Dick Spottswood, host of The Dick Spottswood Show on Bluegrass Country, headlined a program at the Library of Congress in Washington on Tuesday, May 14.

As part of the Benjamin Botkin Folklife Lecture Series, staff members Library’s American Folklife Center interviewed Spottswood about his career and accomplishments as a discographer, researcher, author, broadcaster, and scholar of folk and ethnic music.  Then a panel of prominent Washington DC folklorists, ethnomusicologists, and archivists rose to present personal tributes to Dick for his contributions to American music.

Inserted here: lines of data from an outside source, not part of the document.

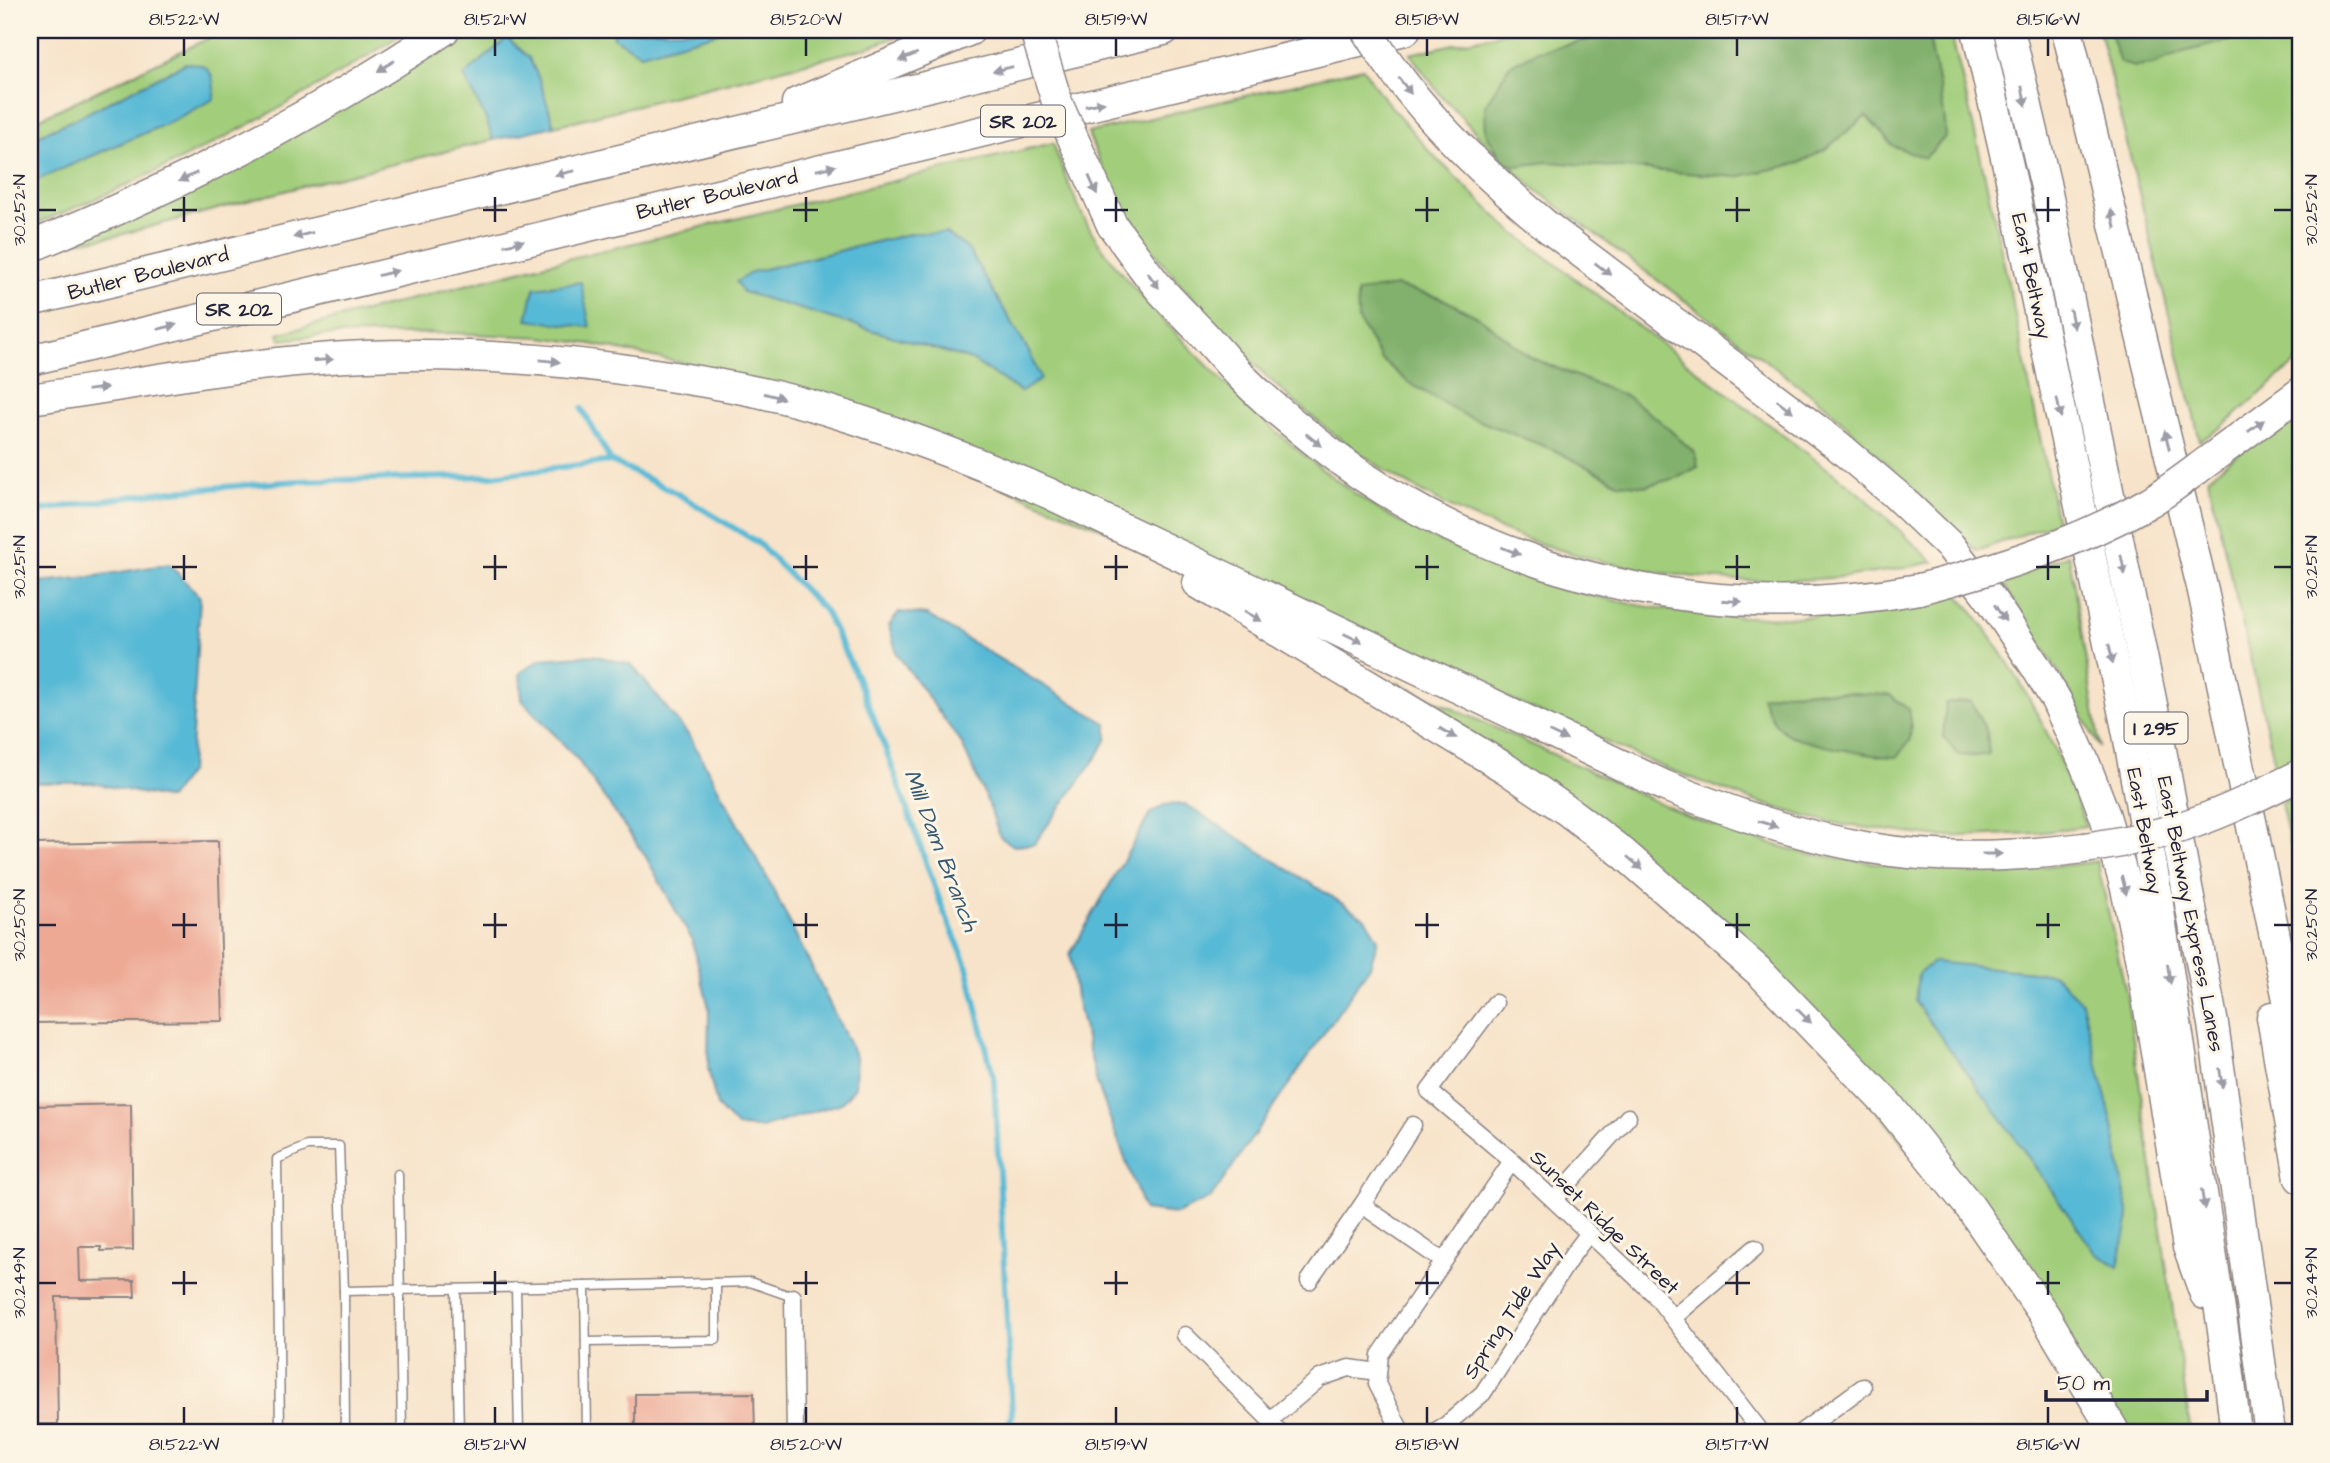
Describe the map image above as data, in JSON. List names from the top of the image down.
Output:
{
  "streets": {
    "highway": [
      "SR 202",
      "Butler Boulevard",
      "East Beltway",
      "I 295",
      "East Beltway Express Lanes"
    ],
    "street": ["Sunset Ridge Street", "Spring Tide Way"]
  },
  "crossings": [
    ["Sunset Ridge Street", "Spring Tide Way"]
  ],
  "water": ["Mill Dam Branch"],
  "scale_bar": "50 m",
  "coordinates": [
    "81.522°W",
    "81.521°W",
    "81.520°W",
    "81.519°W",
    "81.518°W",
    "81.517°W",
    "81.516°W",
    "30.252°N",
    "30.251°N",
    "30.250°N",
    "30.249°N"
  ]
}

It’s not a stretch to call Dick Spottswood the father of Bluegrass Country, as his half-hour show in 1967 was the first bluegrass program on WAMU-FM.  He’s a co-founder of Bluegrass Unlimited magazine, a founding member of the Association for Recorded Sound Collections, and the recipient of numerous awards and honors including the IBMA Distinguished Service Award.

Among his many other accomplishments, Spottswood is celebrated as the author of the essential Ethnic Music on Records: A Discography of Ethnic Recordings Produced in the United States, 1893-1942, a seven-volume listing of early sound recordings by foreign language and minority groups in the U.S.; the 15-volume LP series Folk Music in America, produced for the Library of Congress to mark the 1976 Bicentennial; and Country Music Sources (2002), a study which combines bibliography with discography to trace the history of old songs, hymns, and dance tunes.  He’s contributed to hundreds of influential reissue recordings by labels such as Arhoolie, Rounder, Yazoo, and Bear Family as well as his own Melodeon and Piedmont labels.

The event “Dick Spottswood:  A Discographer for the Record” was held in the Whittall Pavilion of the Library of Congress, a room that houses the library’s collection of historical musical instruments. A webcast of the event will be available in the future from the American Folklife Center’s website.